(TASK INSTRUCTIONS): For every line of the records below that holds "linecap", add one. Give only the final total.

(LISTED ENTRIES):
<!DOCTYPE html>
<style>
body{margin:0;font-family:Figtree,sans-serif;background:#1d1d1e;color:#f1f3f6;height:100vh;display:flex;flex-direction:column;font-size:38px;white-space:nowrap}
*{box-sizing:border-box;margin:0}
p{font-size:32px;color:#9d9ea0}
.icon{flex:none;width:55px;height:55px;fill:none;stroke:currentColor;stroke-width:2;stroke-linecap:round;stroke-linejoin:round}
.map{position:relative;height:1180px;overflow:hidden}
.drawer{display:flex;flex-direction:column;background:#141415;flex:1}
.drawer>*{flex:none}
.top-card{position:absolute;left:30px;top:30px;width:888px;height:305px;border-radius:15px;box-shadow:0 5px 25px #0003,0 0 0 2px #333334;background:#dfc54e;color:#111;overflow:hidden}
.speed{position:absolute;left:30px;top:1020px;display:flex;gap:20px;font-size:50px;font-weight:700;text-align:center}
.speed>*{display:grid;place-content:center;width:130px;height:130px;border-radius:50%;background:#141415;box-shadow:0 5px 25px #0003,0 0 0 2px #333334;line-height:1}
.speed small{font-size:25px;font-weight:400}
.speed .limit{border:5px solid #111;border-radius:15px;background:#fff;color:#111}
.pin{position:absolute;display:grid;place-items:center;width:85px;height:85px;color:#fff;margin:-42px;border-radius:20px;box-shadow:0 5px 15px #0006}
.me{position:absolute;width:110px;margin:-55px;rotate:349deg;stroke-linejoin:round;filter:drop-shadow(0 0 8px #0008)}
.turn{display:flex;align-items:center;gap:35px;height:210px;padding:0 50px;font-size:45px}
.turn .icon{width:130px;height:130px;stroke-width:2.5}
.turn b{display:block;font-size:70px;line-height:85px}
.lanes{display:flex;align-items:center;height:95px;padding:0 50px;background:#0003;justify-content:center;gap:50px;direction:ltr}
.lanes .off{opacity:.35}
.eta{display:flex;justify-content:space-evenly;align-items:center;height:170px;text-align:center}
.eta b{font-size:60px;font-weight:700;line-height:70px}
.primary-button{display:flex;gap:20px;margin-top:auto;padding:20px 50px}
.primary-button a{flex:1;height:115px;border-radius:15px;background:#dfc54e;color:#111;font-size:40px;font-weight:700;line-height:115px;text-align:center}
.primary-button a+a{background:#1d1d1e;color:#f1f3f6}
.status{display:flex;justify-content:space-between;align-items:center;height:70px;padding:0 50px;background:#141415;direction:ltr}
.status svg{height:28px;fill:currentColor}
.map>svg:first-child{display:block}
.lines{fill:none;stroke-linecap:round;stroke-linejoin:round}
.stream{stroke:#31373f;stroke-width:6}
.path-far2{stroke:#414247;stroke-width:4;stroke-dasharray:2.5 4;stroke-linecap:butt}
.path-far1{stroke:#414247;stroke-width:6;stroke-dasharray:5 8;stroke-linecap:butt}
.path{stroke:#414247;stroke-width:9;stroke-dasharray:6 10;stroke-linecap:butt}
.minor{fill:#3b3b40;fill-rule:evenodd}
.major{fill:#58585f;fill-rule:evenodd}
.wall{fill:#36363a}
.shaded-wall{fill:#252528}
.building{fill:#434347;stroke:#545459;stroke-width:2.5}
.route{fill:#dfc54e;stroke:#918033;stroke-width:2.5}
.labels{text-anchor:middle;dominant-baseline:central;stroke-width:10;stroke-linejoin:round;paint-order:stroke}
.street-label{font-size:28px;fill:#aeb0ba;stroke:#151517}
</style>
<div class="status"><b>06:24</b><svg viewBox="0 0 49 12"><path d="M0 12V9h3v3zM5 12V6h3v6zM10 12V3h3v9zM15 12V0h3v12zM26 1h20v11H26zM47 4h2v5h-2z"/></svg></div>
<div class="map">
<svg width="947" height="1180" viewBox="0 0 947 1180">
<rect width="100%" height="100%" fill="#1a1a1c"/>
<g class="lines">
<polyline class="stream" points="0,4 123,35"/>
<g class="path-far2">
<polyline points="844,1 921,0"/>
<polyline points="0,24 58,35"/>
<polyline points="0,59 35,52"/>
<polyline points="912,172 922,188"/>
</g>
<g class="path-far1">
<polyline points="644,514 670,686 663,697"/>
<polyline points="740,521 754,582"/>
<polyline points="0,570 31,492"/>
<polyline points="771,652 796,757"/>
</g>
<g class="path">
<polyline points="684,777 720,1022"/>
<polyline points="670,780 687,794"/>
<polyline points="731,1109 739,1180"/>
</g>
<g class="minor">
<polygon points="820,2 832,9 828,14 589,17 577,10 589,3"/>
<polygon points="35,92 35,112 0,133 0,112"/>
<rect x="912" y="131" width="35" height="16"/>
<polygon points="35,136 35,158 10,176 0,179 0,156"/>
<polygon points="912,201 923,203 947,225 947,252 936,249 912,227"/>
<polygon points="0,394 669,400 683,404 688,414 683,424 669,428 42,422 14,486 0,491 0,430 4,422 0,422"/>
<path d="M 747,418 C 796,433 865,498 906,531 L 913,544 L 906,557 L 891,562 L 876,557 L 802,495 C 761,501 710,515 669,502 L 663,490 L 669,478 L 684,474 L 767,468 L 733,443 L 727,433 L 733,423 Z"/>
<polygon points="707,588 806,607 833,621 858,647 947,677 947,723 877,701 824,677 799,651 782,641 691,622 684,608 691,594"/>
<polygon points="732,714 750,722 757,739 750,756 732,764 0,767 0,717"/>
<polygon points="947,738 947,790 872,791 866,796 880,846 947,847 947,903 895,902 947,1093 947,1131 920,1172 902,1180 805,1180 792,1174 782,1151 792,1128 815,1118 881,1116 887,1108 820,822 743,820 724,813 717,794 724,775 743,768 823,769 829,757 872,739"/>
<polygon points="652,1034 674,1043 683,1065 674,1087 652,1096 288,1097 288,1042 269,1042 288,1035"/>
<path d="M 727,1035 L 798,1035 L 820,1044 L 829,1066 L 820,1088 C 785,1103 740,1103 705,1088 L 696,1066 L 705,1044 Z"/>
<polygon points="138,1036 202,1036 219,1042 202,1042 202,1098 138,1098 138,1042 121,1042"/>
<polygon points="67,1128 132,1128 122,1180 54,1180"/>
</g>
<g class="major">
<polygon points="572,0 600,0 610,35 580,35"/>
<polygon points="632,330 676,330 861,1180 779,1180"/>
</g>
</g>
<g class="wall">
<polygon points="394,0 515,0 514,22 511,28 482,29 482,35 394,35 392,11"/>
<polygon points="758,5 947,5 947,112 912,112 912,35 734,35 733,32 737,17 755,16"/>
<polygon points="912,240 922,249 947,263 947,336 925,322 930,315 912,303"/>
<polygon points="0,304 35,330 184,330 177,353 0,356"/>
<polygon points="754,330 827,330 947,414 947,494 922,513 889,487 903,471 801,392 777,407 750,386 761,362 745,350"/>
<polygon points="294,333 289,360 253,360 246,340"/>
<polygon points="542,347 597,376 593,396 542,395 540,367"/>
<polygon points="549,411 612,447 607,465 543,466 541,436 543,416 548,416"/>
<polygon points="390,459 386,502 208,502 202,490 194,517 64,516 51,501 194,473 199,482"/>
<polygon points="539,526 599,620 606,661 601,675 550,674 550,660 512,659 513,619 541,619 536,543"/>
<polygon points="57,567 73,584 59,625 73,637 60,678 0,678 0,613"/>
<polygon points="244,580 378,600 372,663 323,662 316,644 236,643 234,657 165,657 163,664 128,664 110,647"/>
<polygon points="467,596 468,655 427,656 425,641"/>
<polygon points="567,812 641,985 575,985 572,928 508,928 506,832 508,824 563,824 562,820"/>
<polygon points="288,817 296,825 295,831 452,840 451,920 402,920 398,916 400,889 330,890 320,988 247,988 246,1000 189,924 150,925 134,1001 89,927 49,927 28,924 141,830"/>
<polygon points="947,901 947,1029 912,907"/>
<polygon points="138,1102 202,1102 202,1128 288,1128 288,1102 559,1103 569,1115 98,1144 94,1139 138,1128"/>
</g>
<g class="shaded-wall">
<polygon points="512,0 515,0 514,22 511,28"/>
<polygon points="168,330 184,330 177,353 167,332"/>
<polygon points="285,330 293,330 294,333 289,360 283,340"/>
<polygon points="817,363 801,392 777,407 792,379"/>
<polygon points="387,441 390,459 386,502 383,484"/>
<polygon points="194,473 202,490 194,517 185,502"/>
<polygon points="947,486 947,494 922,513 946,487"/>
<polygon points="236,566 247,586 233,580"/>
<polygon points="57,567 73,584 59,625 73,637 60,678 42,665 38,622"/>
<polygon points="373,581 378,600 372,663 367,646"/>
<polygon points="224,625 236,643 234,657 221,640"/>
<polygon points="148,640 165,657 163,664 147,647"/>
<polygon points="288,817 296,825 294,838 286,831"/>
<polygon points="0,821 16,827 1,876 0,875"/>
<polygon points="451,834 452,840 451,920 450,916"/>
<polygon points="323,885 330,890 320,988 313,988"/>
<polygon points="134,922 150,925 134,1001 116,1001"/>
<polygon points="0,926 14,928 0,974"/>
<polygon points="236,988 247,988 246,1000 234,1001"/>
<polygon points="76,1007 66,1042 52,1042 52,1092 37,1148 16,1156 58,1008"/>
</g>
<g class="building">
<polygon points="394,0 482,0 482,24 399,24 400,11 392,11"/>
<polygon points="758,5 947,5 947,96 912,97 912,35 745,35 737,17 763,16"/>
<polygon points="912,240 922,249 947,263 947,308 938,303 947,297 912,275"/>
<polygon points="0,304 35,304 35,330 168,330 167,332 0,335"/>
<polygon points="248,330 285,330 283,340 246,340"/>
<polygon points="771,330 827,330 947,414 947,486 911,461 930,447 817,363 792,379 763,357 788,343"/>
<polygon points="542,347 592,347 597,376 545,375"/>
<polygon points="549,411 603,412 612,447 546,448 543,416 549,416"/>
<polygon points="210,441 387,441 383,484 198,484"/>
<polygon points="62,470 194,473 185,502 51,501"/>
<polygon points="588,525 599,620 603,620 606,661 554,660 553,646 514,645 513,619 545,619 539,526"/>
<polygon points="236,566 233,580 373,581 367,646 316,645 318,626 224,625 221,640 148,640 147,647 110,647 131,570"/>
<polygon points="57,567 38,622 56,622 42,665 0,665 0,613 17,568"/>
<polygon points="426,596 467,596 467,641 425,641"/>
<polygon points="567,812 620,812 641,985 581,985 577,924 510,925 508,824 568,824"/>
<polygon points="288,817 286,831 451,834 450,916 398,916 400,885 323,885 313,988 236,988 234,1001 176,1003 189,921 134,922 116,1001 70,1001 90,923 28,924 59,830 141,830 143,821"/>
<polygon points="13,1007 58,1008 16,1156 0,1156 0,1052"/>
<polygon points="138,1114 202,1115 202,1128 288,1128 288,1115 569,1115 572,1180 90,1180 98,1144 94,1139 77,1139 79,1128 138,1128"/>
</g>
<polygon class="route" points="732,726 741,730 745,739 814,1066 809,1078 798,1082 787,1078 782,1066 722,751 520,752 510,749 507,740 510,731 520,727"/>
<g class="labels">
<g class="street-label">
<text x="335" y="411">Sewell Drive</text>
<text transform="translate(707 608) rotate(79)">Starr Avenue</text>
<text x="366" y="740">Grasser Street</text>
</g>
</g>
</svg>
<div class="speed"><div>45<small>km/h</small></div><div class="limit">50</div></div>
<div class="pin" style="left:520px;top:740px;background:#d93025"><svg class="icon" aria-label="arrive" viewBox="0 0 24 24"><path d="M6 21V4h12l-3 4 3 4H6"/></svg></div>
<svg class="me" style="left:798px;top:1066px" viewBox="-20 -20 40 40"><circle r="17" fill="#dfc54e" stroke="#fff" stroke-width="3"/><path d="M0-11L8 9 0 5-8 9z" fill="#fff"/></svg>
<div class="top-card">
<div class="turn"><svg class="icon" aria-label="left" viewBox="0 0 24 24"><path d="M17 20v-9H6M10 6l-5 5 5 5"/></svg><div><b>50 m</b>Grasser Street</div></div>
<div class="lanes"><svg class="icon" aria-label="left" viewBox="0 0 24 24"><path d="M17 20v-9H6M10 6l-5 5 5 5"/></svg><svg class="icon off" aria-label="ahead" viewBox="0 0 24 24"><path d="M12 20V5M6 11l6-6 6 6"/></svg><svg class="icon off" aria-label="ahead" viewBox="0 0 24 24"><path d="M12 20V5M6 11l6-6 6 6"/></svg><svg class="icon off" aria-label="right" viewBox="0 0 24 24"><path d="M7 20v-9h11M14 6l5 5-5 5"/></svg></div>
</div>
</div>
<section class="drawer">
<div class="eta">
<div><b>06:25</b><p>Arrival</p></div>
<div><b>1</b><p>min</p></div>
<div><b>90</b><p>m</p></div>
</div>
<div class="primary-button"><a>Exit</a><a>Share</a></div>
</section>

(EXPECTED ANSWER): 5